On model averaging the coefficients of linear models

a shorter argument based on a specific example is here

“What model averaging does not mean is averaging parameter estimates, because parameters in different models have different meanings and should not be averaged, unless you are sure you are in a special case in which it is safe to do so.” – Richard McElreath, p. 196 of the textbook I wish I had learned from Statistical Rethinking

This is an infrequent but persistent criticism of model-averaged coefficients in the applied statistics literature on model averaging. I have heard from reviewers of a manuscript that it is infrequent only because it is probably common knowledge among statisticians – I’m not aware of actual data. In most sources, the criticism is like McElreath’s, one sentence without any further explanation. Three recent papers in the ecology literature have expanded explanations (Banner and Higgs 2017, Cade 2015, Dormann et al. 2018).

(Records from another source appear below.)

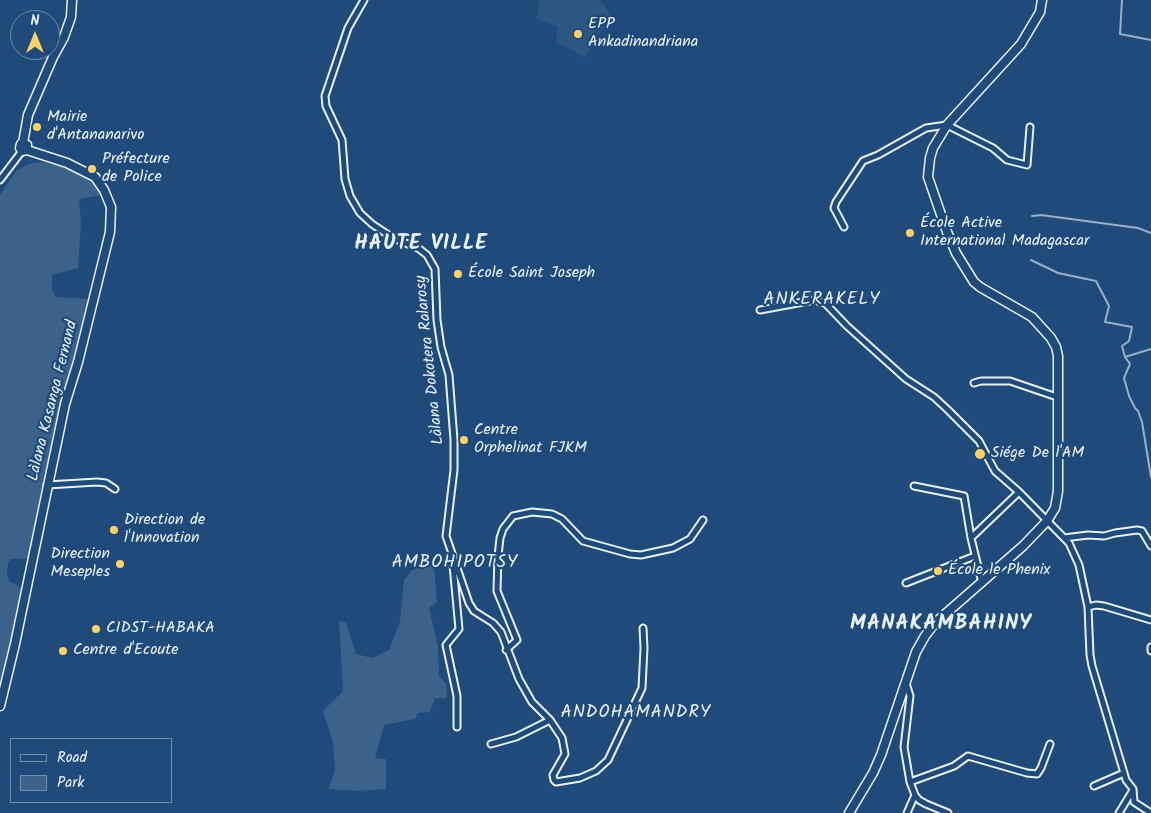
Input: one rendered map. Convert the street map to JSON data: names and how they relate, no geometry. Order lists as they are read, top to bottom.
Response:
{
  "streets": {
    "street": ["Làlana Dokotera Ralarosy", "Làlana Kasanga Fernand"]
  },
  "districts": [
    "HAUTE VILLE",
    "ANKERAKELY",
    "AMBOHIPOTSY",
    "MANAKAMBAHINY",
    "ANDOHAMANDRY"
  ],
  "places": [
    "EPP Ankadinandriana",
    "Mairie d'Antananarivo",
    "Préfecture de Police",
    "École Active International Madagascar",
    "École Saint Joseph",
    "Centre Orphelinat FJKM",
    "Siége De l'AM",
    "Direction de l'Innovation",
    "Direction Meseples",
    "École le Phenix",
    "CIDST-HABAKA",
    "Centre d'Ecoute"
  ],
  "legend": ["Road", "Park"],
  "north": "top"
}
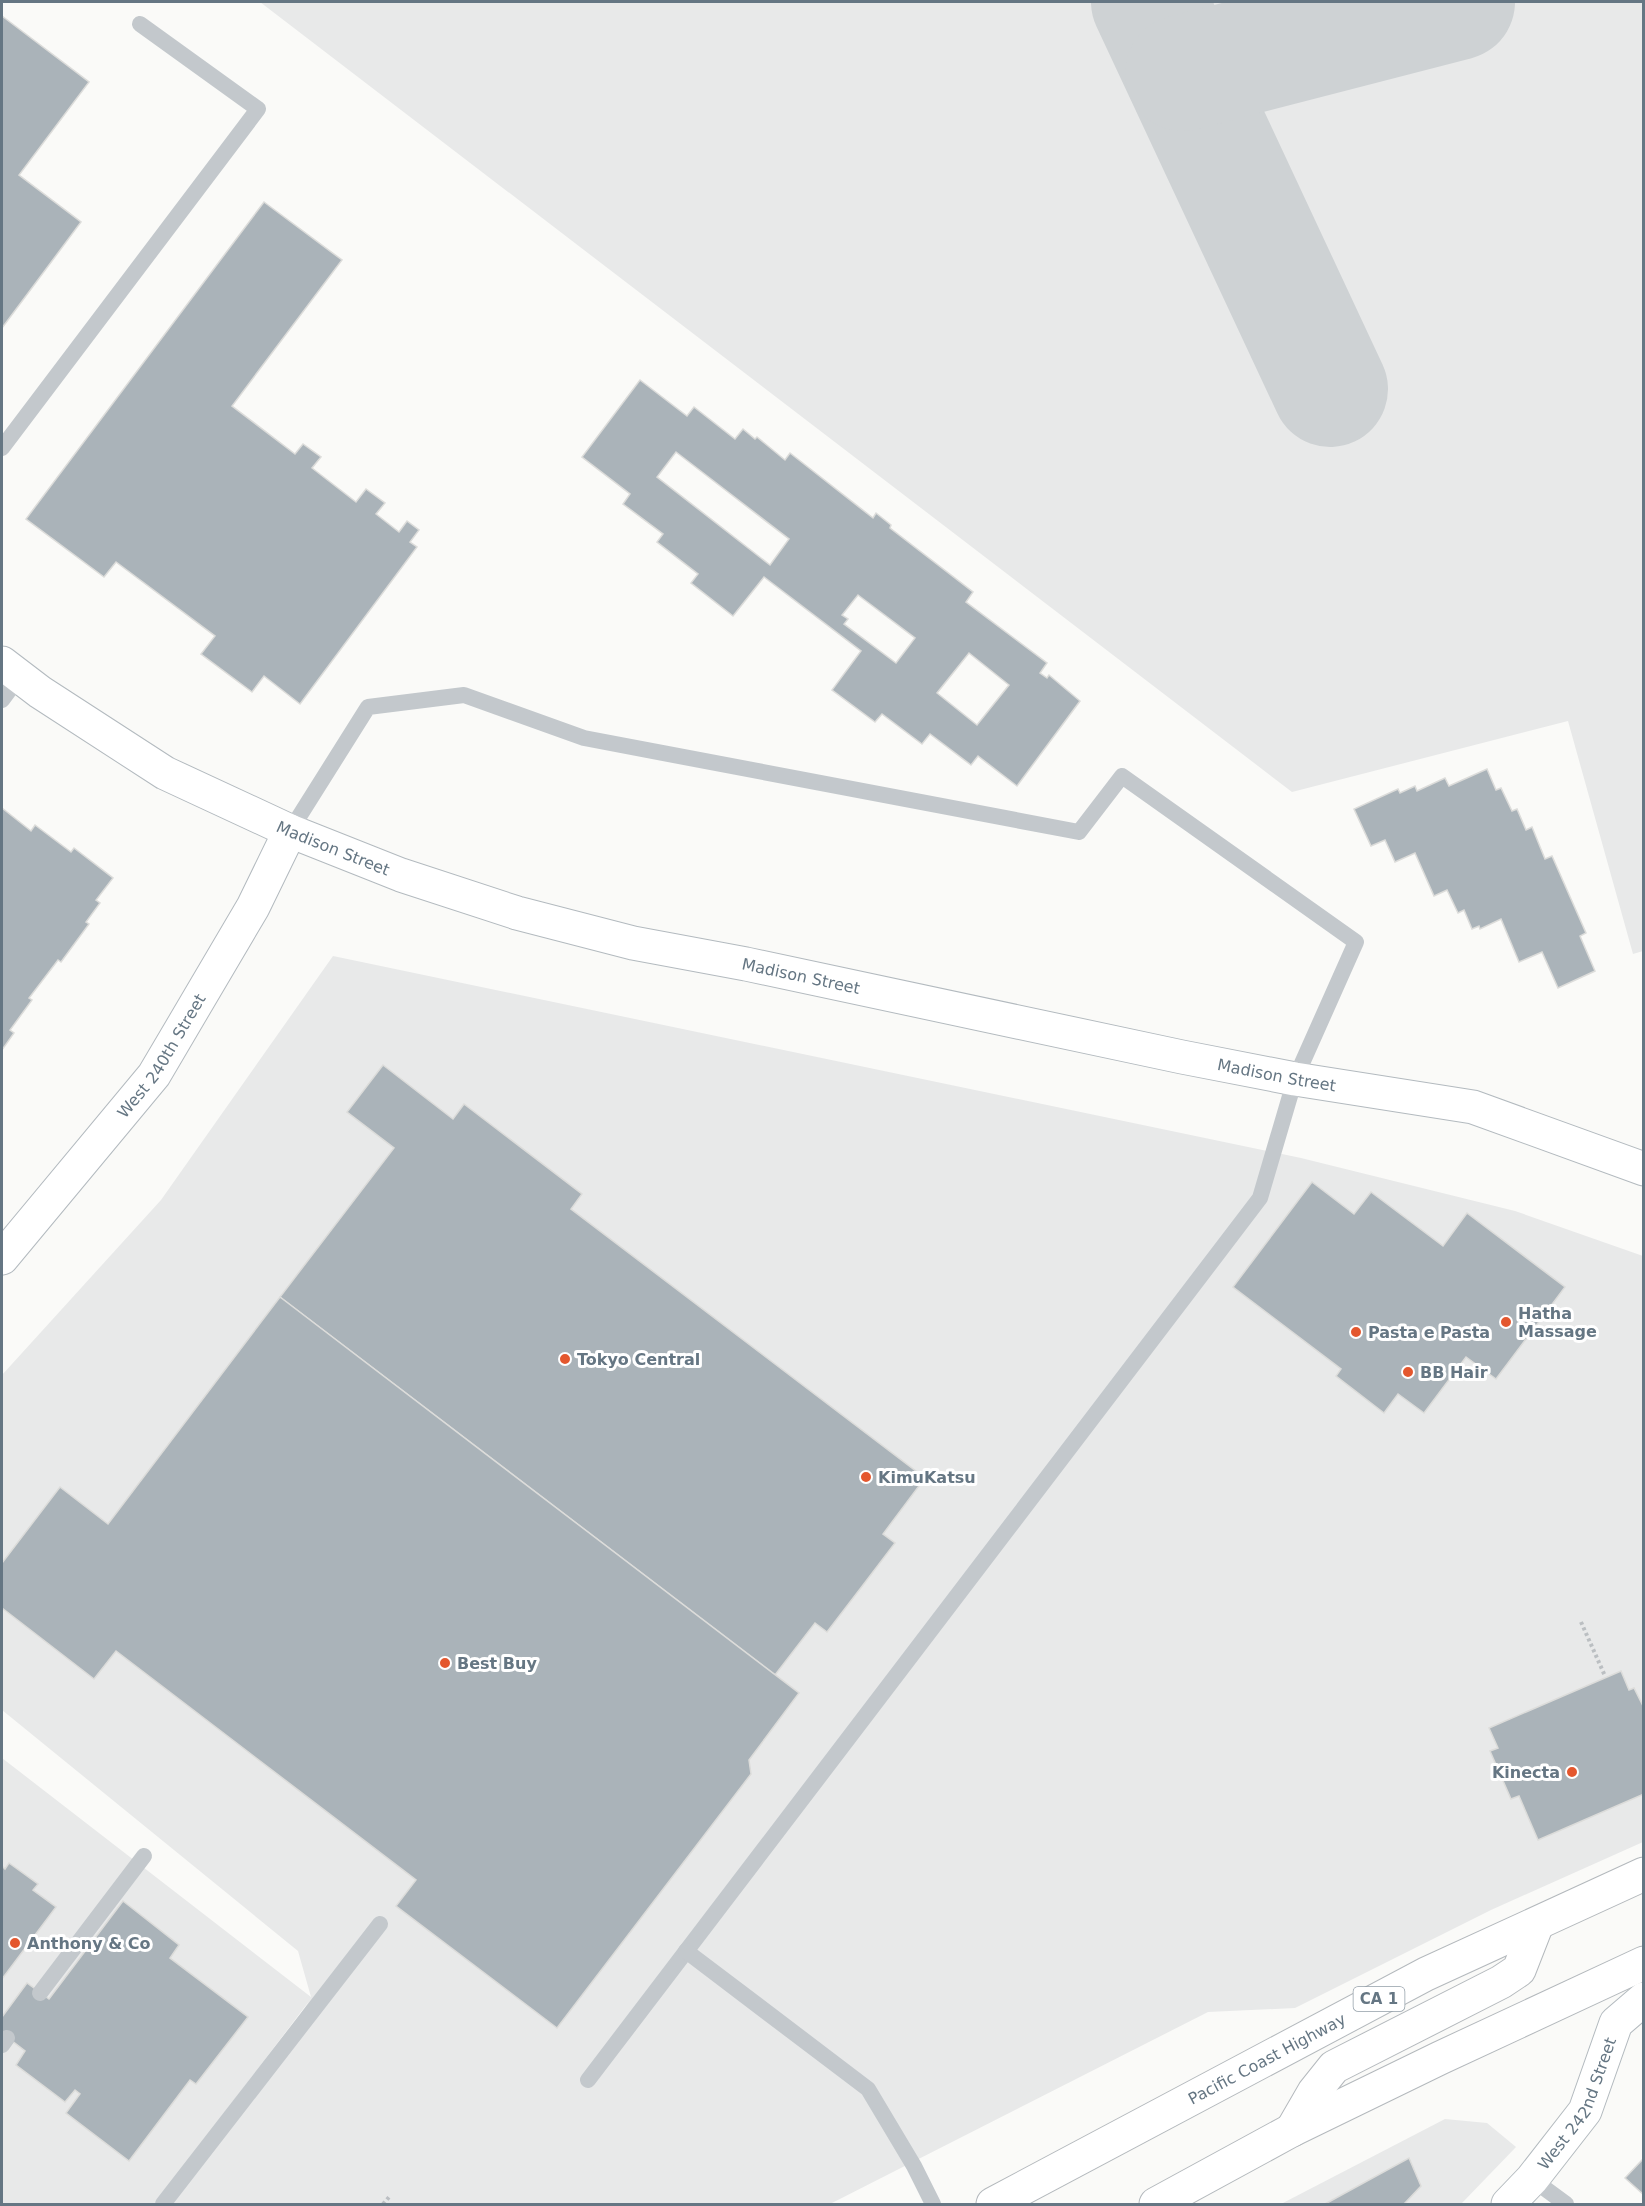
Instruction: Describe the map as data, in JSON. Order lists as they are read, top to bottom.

McElreath doesn’t give any hints what a “special case” looks like and I am not aware of any defense of model-averaged coefficients more generally, other than the extremely brief response to Draper’s equally brief comment in Hoeting et al. 1999.

Regardless, I think the “different meanings” criticism is wrong, and even obviously wrong, but the recognition of this has been masked by confused thinking about the parameters of a linear model. The confusion arises because of incorrectly equating the definition of the coefficients of a linear model and the definition of the parameters of a linear model.

A coefficient of a linear model is the difference in the modeled value given a one unit difference in the predictor,

\[\begin{equation} b_j.k = (\hat{Y}|X_j=x+1, X_k=x_k) - (\hat{Y}|X_j=x, X_k=x_k) \end{equation}\]

For generalized linear models, the modeled values are on the link scale. Because the modeled value of a linear model is a conditional mean, the coefficient is a difference in conditional means and therefore, is conditional on the additional covariates in the model (\(X_k\)).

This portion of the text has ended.